Das und vieles andere spricht für den Besuch, aber zu viel spricht dagegen. Nun erstens wird ja wahrscheinlich der Vater wegen der Passschwierigkeiten nicht kommen können. Das nimmt natürlich dem Besuch einen grossen Teil seines Sinnes, vor allem aber wird dadurch die Mutter, von wem immer sie auch sonst begleitet sei, allzusehr auf mich hingeleitet sein, auf mich verwiesen sein und ich bin noch immer nicht sehr schön, gar nicht sehenswert. Die Schwierigkeiten der ersten Zeit hier um und in Wien kennt Ihr, sie haben mich etwas heruntergebracht; sie verhinderten ein schnelles Hinuntergehn des Fiebers, das an meiner weitern Schwächung arbeitete; die Überraschung der Kehlkopfsache schwächte in der ersten Zeit mehr, als sachlich ihr zukam – erst jetzt arbeite ich mich mit der in der Ferne völlig unvorstellbaren Hilfe von Dora und Robert (was wäre ich ohne sie!) aus allen diesen Schwächungen hinaus. Störungen gibt es auch jetzt, so z.B. ein noch nicht ganz überwundener Darmkathar aus den letzten Tagen. Das alles wirkt zusammen, dass ich trotz meiner wunderbaren Helfer, trotz guter Luft und Kost, fast täglichen Luftbades noch immer nicht recht erholt bin, ja im Ganzen nicht einmal so imstande, wie etwa letzthin in Prag.
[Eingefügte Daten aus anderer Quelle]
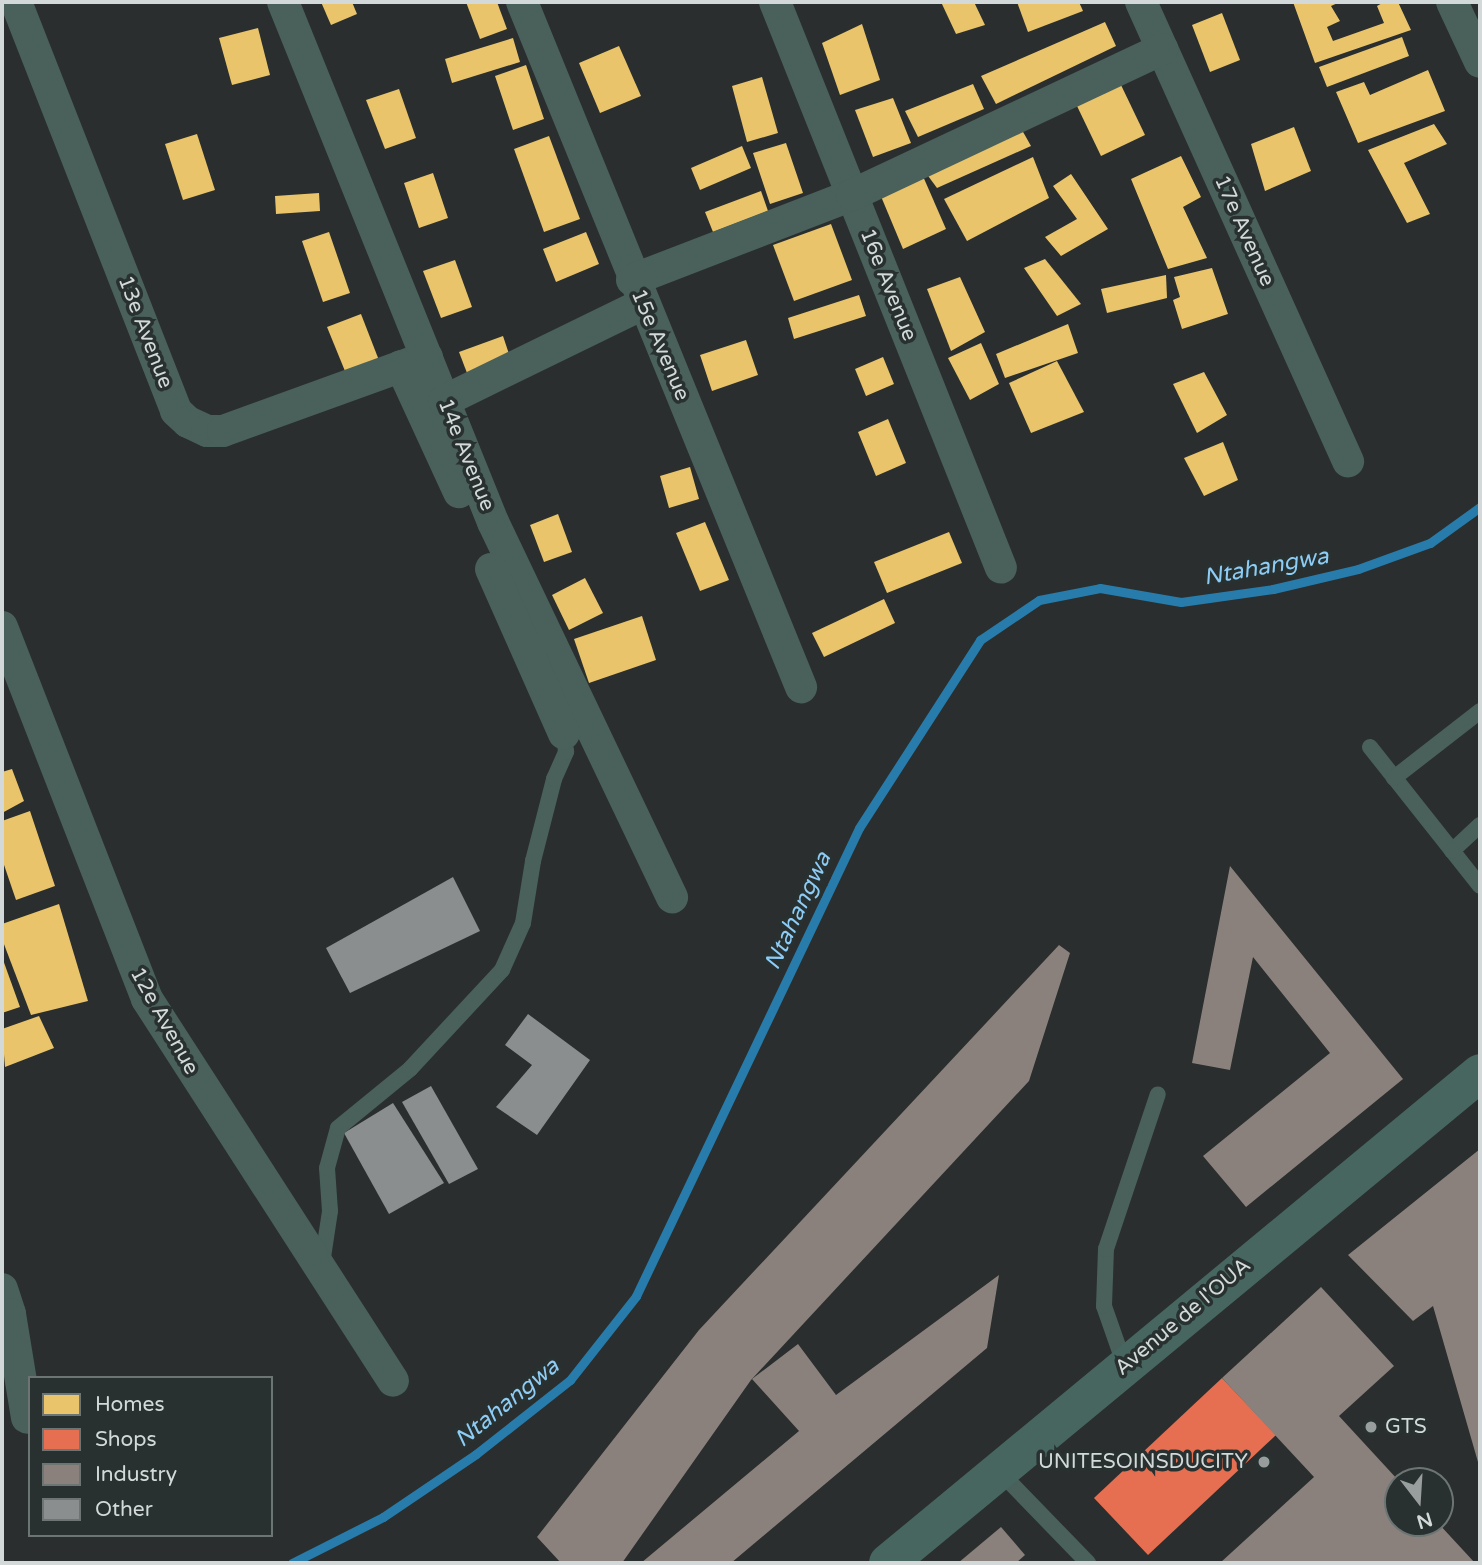 <!DOCTYPE html>
<html>
<head>
<meta charset="utf-8">
<style>
  body { margin:0 }
  #map { position:relative; width:1482px; height:1565px; overflow:hidden; background:#2a2e2e; font-family:"Varela Round",sans-serif }
  div>[style] { position:absolute }
  [style*='--x'] { left:calc(var(--x)*1px); top:calc(var(--y)*1px); width:calc(var(--w)*1px); rotate:calc(var(--a)*1deg) }
  .homes>* { inset:0; background:#e9c46a }
  .shops>* { inset:0; background:#e76f51 }
  .industry>* { inset:0; background:#8a817c }
  .stream>* { height:9px; margin:-4.5px; padding:0 4.5px; transform-origin:4.5px; border-radius:4.5px; background:#277cab }
  .building>* { inset:0; background:#8b8e8f }
  .lane>* { height:16px; margin:-8px; padding:0 8px; transform-origin:8px; border-radius:8px; background:#49605b }
  .street>* { height:32px; margin:-16px; padding:0 16px; transform-origin:16px; border-radius:16px; background:#49605b }
  .primary>* { height:38px; margin:-19px; padding:0 19px; transform-origin:19px; border-radius:19px; background:#476660 }
  .dots>* { width:19px; height:19px; translate:-50% -50%; box-sizing:border-box; border:4px solid #283030; border-radius:50% }
  span { translate:-50% -50%; white-space:nowrap; text-align:center; line-height:1.15; -webkit-text-stroke:7px #283030; paint-order:stroke }
  .street-label { font-size:21px; color:#d3d9d9 }
  .poi-label { font-size:21px; color:#d3d9d9 }
  .left { translate:0 -50%; text-align:left }
  .right { translate:-100% -50%; text-align:right }
  .water-label { font-size:23px; color:#8dccf5; font-style:italic }
  .frame { position:absolute; inset:0; border:4px solid #d3d9d9; pointer-events:none }
  .legend { position:absolute; left:28px; top:1376px; width:245px; height:161px; box-sizing:border-box; background:#283030; border:2px solid #6c7474; margin:0; padding:9px 12px; list-style:none; font-size:21px; color:#d3d9d9 }
  .legend li { display:flex; align-items:center; gap:14px; height:35px }
  .legend b { width:35px; border:2px solid #6c7474 }
  .north { position:absolute; left:1384px; top:1467px; width:70px; height:70px; box-sizing:border-box; background:#283030; border:2px solid #6c7474; border-radius:50%; rotate:163deg; font-size:19px; font-weight:700; line-height:28px; text-align:center; color:#d3d9d9 }
  .north::after { content:''; display:block; margin:auto; width:24px; height:32px; background:#989d9d; clip-path:polygon(50% 0,100% 100%,50% 72%,0 100%) }
</style>
</head>
<body>
<div id="map">
  <div class="homes">
    <i style="clip-path:polygon(321px 2px,352px 2px,357px 14px,331px 25px)"></i>
    <i style="clip-path:polygon(466px 2px,497px 2px,507px 29px,480px 39px)"></i>
    <i style="clip-path:polygon(941px 2px,974px 2px,985px 25px,956px 34px)"></i>
    <i style="clip-path:polygon(1017px 2px,1079px 2px,1083px 11px,1028px 32px)"></i>
    <i style="clip-path:polygon(1293px 2px,1340px 2px,1331px 6px,1340px 21px,1327px 27px,1333px 41px,1384px 23px,1377px 6px,1384px 2px,1398px 2px,1411px 30px,1315px 63px)"></i>
    <i style="clip-path:polygon(1222px 13px,1240px 60px,1210px 72px,1192px 25px)"></i>
    <i style="clip-path:polygon(1105px 22px,1116px 46px,996px 104px,981px 76px)"></i>
    <i style="clip-path:polygon(862px 24px,880px 80px,840px 95px,822px 43px)"></i>
    <i style="clip-path:polygon(258px 28px,270px 75px,232px 85px,219px 38px)"></i>
    <i style="clip-path:polygon(1402px 37px,1409px 56px,1327px 87px,1319px 67px)"></i>
    <i style="clip-path:polygon(513px 38px,520px 62px,452px 83px,445px 59px)"></i>
    <i style="clip-path:polygon(619px 46px,641px 96px,600px 113px,579px 63px)"></i>
    <i style="clip-path:polygon(526px 65px,544px 119px,513px 130px,495px 76px)"></i>
    <i style="clip-path:polygon(1428px 70px,1445px 111px,1358px 143px,1336px 92px,1364px 82px,1370px 95px)"></i>
    <i style="clip-path:polygon(762px 77px,778px 133px,747px 142px,732px 86px)"></i>
    <i style="clip-path:polygon(973px 84px,984px 109px,918px 137px,905px 111px)"></i>
    <i style="clip-path:polygon(1121px 85px,1145px 135px,1101px 156px,1077px 106px)"></i>
    <i style="clip-path:polygon(399px 89px,416px 138px,385px 149px,366px 100px)"></i>
    <i style="clip-path:polygon(893px 98px,911px 143px,873px 157px,855px 110px)"></i>
    <i style="clip-path:polygon(1018px 123px,1031px 146px,937px 188px,923px 169px)"></i>
    <i style="clip-path:polygon(1434px 124px,1447px 144px,1404px 163px,1430px 214px,1407px 223px,1368px 150px)"></i>
    <i style="clip-path:polygon(1294px 127px,1311px 171px,1265px 191px,1251px 144px)"></i>
    <i style="clip-path:polygon(197px 134px,215px 190px,183px 200px,165px 144px)"></i>
    <i style="clip-path:polygon(549px 136px,580px 219px,544px 232px,514px 149px)"></i>
    <i style="clip-path:polygon(786px 143px,803px 193px,770px 204px,753px 153px)"></i>
    <i style="clip-path:polygon(742px 146px,751px 168px,700px 190px,691px 168px)"></i>
    <i style="clip-path:polygon(1181px 156px,1201px 197px,1183px 207px,1207px 258px,1168px 269px,1131px 179px)"></i>
    <i style="clip-path:polygon(1033px 157px,1049px 198px,967px 241px,944px 199px)"></i>
    <i style="clip-path:polygon(433px 173px,448px 218px,419px 228px,404px 183px)"></i>
    <i style="clip-path:polygon(922px 174px,946px 229px,903px 249px,880px 194px)"></i>
    <i style="clip-path:polygon(1071px 174px,1108px 229px,1061px 256px,1045px 237px,1077px 219px,1053px 186px)"></i>
    <i style="clip-path:polygon(761px 191px,768px 211px,713px 232px,705px 212px)"></i>
    <i style="clip-path:polygon(319px 193px,320px 211px,276px 214px,275px 196px)"></i>
    <i style="clip-path:polygon(831px 224px,852px 280px,794px 301px,773px 245px)"></i>
    <i style="clip-path:polygon(329px 232px,350px 293px,323px 302px,302px 241px)"></i>
    <i style="clip-path:polygon(586px 232px,599px 264px,556px 282px,543px 249px)"></i>
    <i style="clip-path:polygon(1045px 259px,1081px 304px,1057px 316px,1024px 268px)"></i>
    <i style="clip-path:polygon(455px 260px,472px 307px,441px 318px,423px 271px)"></i>
    <i style="clip-path:polygon(1212px 268px,1228px 314px,1182px 329px,1173px 300px,1180px 297px,1174px 277px)"></i>
    <i style="clip-path:polygon(1166px 275px,1167px 298px,1107px 313px,1101px 289px)"></i>
    <i style="clip-path:polygon(960px 277px,985px 332px,951px 351px,927px 289px)"></i>
    <i style="clip-path:polygon(859px 295px,866px 316px,794px 339px,788px 318px)"></i>
    <i style="clip-path:polygon(361px 314px,380px 363px,347px 376px,327px 327px)"></i>
    <i style="clip-path:polygon(1068px 324px,1078px 353px,1005px 378px,996px 354px)"></i>
    <i style="clip-path:polygon(503px 336px,510px 357px,467px 373px,459px 352px)"></i>
    <i style="clip-path:polygon(746px 340px,758px 375px,712px 391px,700px 355px)"></i>
    <i style="clip-path:polygon(981px 343px,999px 384px,970px 400px,948px 358px)"></i>
    <i style="clip-path:polygon(883px 357px,894px 384px,866px 396px,855px 369px)"></i>
    <i style="clip-path:polygon(1057px 361px,1084px 412px,1031px 433px,1009px 383px)"></i>
    <i style="clip-path:polygon(1204px 372px,1227px 415px,1197px 433px,1173px 384px)"></i>
    <i style="clip-path:polygon(888px 419px,906px 463px,876px 476px,858px 432px)"></i>
    <i style="clip-path:polygon(1223px 442px,1238px 480px,1204px 496px,1184px 458px)"></i>
    <i style="clip-path:polygon(690px 467px,699px 499px,669px 508px,660px 476px)"></i>
    <i style="clip-path:polygon(558px 514px,572px 552px,544px 562px,530px 525px)"></i>
    <i style="clip-path:polygon(705px 522px,729px 580px,700px 591px,676px 533px)"></i>
    <i style="clip-path:polygon(949px 532px,962px 563px,887px 593px,874px 562px)"></i>
    <i style="clip-path:polygon(585px 578px,603px 613px,569px 630px,552px 595px)"></i>
    <i style="clip-path:polygon(884px 599px,895px 623px,824px 657px,812px 633px)"></i>
    <i style="clip-path:polygon(642px 616px,656px 660px,589px 683px,574px 639px)"></i>
    <i style="clip-path:polygon(12px 769px,24px 801px,2px 813px,2px 772px)"></i>
    <i style="clip-path:polygon(30px 811px,55px 886px,16px 900px,2px 859px,2px 821px)"></i>
    <i style="clip-path:polygon(59px 904px,88px 1001px,31px 1015px,2px 939px,2px 924px)"></i>
    <i style="clip-path:polygon(2px 957px,20px 1007px,2px 1013px)"></i>
    <i style="clip-path:polygon(39px 1016px,54px 1048px,5px 1067px,2px 1029px)"></i>
  </div>
  <div class="shops">
    <i style="clip-path:polygon(1222px 1378px,1276px 1435px,1148px 1555px,1094px 1498px)"></i>
  </div>
  <div class="industry">
    <i style="clip-path:polygon(1230px 866px,1403px 1079px,1246px 1207px,1203px 1156px,1330px 1053px,1253px 957px,1230px 1070px,1192px 1063px)"></i>
    <i style="clip-path:polygon(1059px 945px,1070px 953px,1029px 1081px,751px 1380px,622px 1563px,561px 1563px,537px 1537px,699px 1330px)"></i>
    <i style="clip-path:polygon(1480px 1149px,1480px 1469px,1433px 1306px,1413px 1321px,1348px 1255px)"></i>
    <i style="clip-path:polygon(999px 1275px,987px 1348px,731px 1563px,641px 1563px,799px 1431px,752px 1379px,798px 1344px,836px 1395px)"></i>
    <i style="clip-path:polygon(1321px 1287px,1394px 1366px,1339px 1416px,1398px 1480px,1398px 1523px,1438px 1523px,1475px 1563px,1220px 1563px,1314px 1477px,1222px 1378px)"></i>
    <i style="clip-path:polygon(1001px 1527px,1025px 1555px,1016px 1563px,958px 1563px)"></i>
  </div>
  <div class="stream">
    <i style="--x:292;--y:1563;--w:102;--a:-26.8"></i>
    <i style="--x:383;--y:1517;--w:112;--a:-34.1"></i>
    <i style="--x:476;--y:1454;--w:120;--a:-38.2"></i>
    <i style="--x:570;--y:1380;--w:107;--a:-51.8"></i>
    <i style="--x:636;--y:1296;--w:518;--a:-64.52"></i>
    <i style="--x:859;--y:828;--w:224;--a:-57.2"></i>
    <i style="--x:980;--y:640;--w:71;--a:-34.1"></i>
    <i style="--x:1039;--y:600;--w:62;--a:-11.1"></i>
    <i style="--x:1100;--y:588;--w:82;--a:9.8"></i>
    <i style="--x:1181;--y:602;--w:93;--a:-8"></i>
    <i style="--x:1273;--y:589;--w:87;--a:-13.2"></i>
    <i style="--x:1358;--y:569;--w:77;--a:-19.9"></i>
    <i style="--x:1430;--y:543;--w:62;--a:-35.8"></i>
  </div>
  <div class="building">
    <i style="clip-path:polygon(453px 877px,480px 931px,350px 993px,326px 948px)"></i>
    <i style="clip-path:polygon(528px 1014px,590px 1060px,537px 1135px,496px 1107px,532px 1065px,505px 1045px)"></i>
    <i style="clip-path:polygon(431px 1086px,478px 1169px,449px 1184px,402px 1102px)"></i>
    <i style="clip-path:polygon(393px 1103px,444px 1183px,389px 1214px,344px 1133px)"></i>
  </div>
  <div class="lane">
    <i style="--x:1370;--y:747;--w:177;--a:51.6"></i>
    <i style="--x:1394;--y:778;--w:109;--a:-37.9"></i>
    <i style="--x:1452;--y:851;--w:38;--a:-43"></i>
    <i style="--x:322;--y:1264;--w:54;--a:-81.4"></i>
    <i style="--x:330;--y:1211;--w:43;--a:-94"></i>
    <i style="--x:327;--y:1168;--w:41;--a:-74.6"></i>
    <i style="--x:338;--y:1128;--w:93;--a:-39.3"></i>
    <i style="--x:410;--y:1069;--w:135;--a:-47.1"></i>
    <i style="--x:502;--y:970;--w:51;--a:-65.9"></i>
    <i style="--x:523;--y:923;--w:63;--a:-80.8"></i>
    <i style="--x:533;--y:861;--w:85;--a:-75.6"></i>
    <i style="--x:554;--y:779;--w:30;--a:-66"></i>
    <i style="--x:566;--y:752;--w:18;--a:-96"></i>
    <i style="--x:1125;--y:1366;--w:64;--a:-109.3"></i>
    <i style="--x:1104;--y:1306;--w:57;--a:-88"></i>
    <i style="--x:1106;--y:1249;--w:163;--a:-71.5"></i>
    <i style="--x:999;--y:1471;--w:128;--a:45.9"></i>
  </div>
  <div class="street">
    <i style="--x:16;--y:2;--w:439;--a:68.6"></i>
    <i style="--x:176;--y:411;--w:16;--a:43"></i>
    <i style="--x:188;--y:422;--w:21;--a:25"></i>
    <i style="--x:207;--y:431;--w:16;--a:0"></i>
    <i style="--x:223;--y:431;--w:217;--a:-19.9"></i>
    <i style="--x:283;--y:2;--w:561;--a:68.01"></i>
    <i style="--x:493;--y:522;--w:416;--a:64.5"></i>
    <i style="--x:522;--y:2;--w:740;--a:67.84"></i>
    <i style="--x:775;--y:2;--w:609;--a:68.23"></i>
    <i style="--x:1141;--y:2;--w:504;--a:65.73"></i>
    <i style="--x:1452;--y:2;--w:66;--a:65"></i>
    <i style="--x:632;--y:280;--w:236;--a:-21.1"></i>
    <i style="--x:852;--y:195;--w:343;--a:-25.2"></i>
    <i style="--x:401;--y:366;--w:139;--a:65.3"></i>
    <i style="--x:444;--y:401;--w:221;--a:-26"></i>
    <i style="--x:491;--y:569;--w:180;--a:66.1"></i>
    <i style="--x:2;--y:627;--w:399;--a:68.7"></i>
    <i style="--x:147;--y:999;--w:454;--a:57.2"></i>
    <i style="--x:2;--y:1289;--w:26;--a:72"></i>
    <i style="--x:10;--y:1314;--w:105;--a:80.7"></i>
  </div>
  <div class="primary">
    <i style="--x:888;--y:1563;--w:768;--a:-39.61"></i>
  </div>
  <div class="dots">
    <i style="left:1371px;top:1427px;background:#989d9d"></i>
    <i style="left:1264px;top:1462px;background:#989d9d"></i>
  </div>
  <div class="street-label">
    <span style="left:1244px;top:231px;rotate:66deg">17e Avenue</span>
    <span style="left:888px;top:285px;rotate:68deg">16e Avenue</span>
    <span style="left:145px;top:332px;rotate:69deg">13e Avenue</span>
    <span style="left:660px;top:345px;rotate:67deg">15e Avenue</span>
    <span style="left:466px;top:455px;rotate:68deg">14e Avenue</span>
    <span style="left:164px;top:1021px;rotate:61deg">12e Avenue</span>
    <span style="left:1183px;top:1317px;rotate:-40deg">Avenue de l'OUA</span>
  </div>
  <div class="poi-label">
    <span class="left" style="left:1385px;top:1427px">GTS</span>
    <span class="right" style="left:1248px;top:1462px">UNITESOINSDUCITY</span>
  </div>
  <div class="water-label">
    <span style="left:1266px;top:567px;rotate:-10deg">Ntahangwa</span>
    <span style="left:798px;top:911px;rotate:-65deg">Ntahangwa</span>
    <span style="left:507px;top:1403px;rotate:-39deg">Ntahangwa</span>
  </div>
  <div class="frame"></div>
  <ul class="legend">
  <li><b style="height:19px;background:#e9c46a"></b>Homes</li>
  <li><b style="height:19px;background:#e76f51"></b>Shops</li>
  <li><b style="height:19px;background:#8a817c"></b>Industry</li>
  <li><b style="height:19px;background:#8b8e8f"></b>Other</li>
  </ul>
  <div class="north">N</div>
</div>
</body>
</html>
Rechnet Ihr noch hinzu, dass ich nur flüsternd sprechen darf und auch dies nicht zu oft, Ihr werdet gern auch den Besuch verschieben. Alles ist in den besten Anfängen – letzthin konstatierte ein Professor eine wesentliche Besserung des Kehlkopfes und wenn ich auch gerade diesem sehr liebenswürdigen und uneigennützigen Mann – er kommt wöchentlich einmal mit eigenem Automobil heraus und verlangt dafür fast nichts, so waren mir seine Worte doch ein grosser Trost – alles ist wie gesagt in den besten Anfängen, aber noch die besten Anfänge sind nichts; wenn man dem Besuch – und gar einem Besuch, wie Ihr es wäret – nicht grosse unleugbare, mit Laienaugen messbare Fortschritte zeigen kann, soll man es lieber bleiben lassen. Sollen wir es nicht also vorläufig bleiben lassen, meine lieben Eltern?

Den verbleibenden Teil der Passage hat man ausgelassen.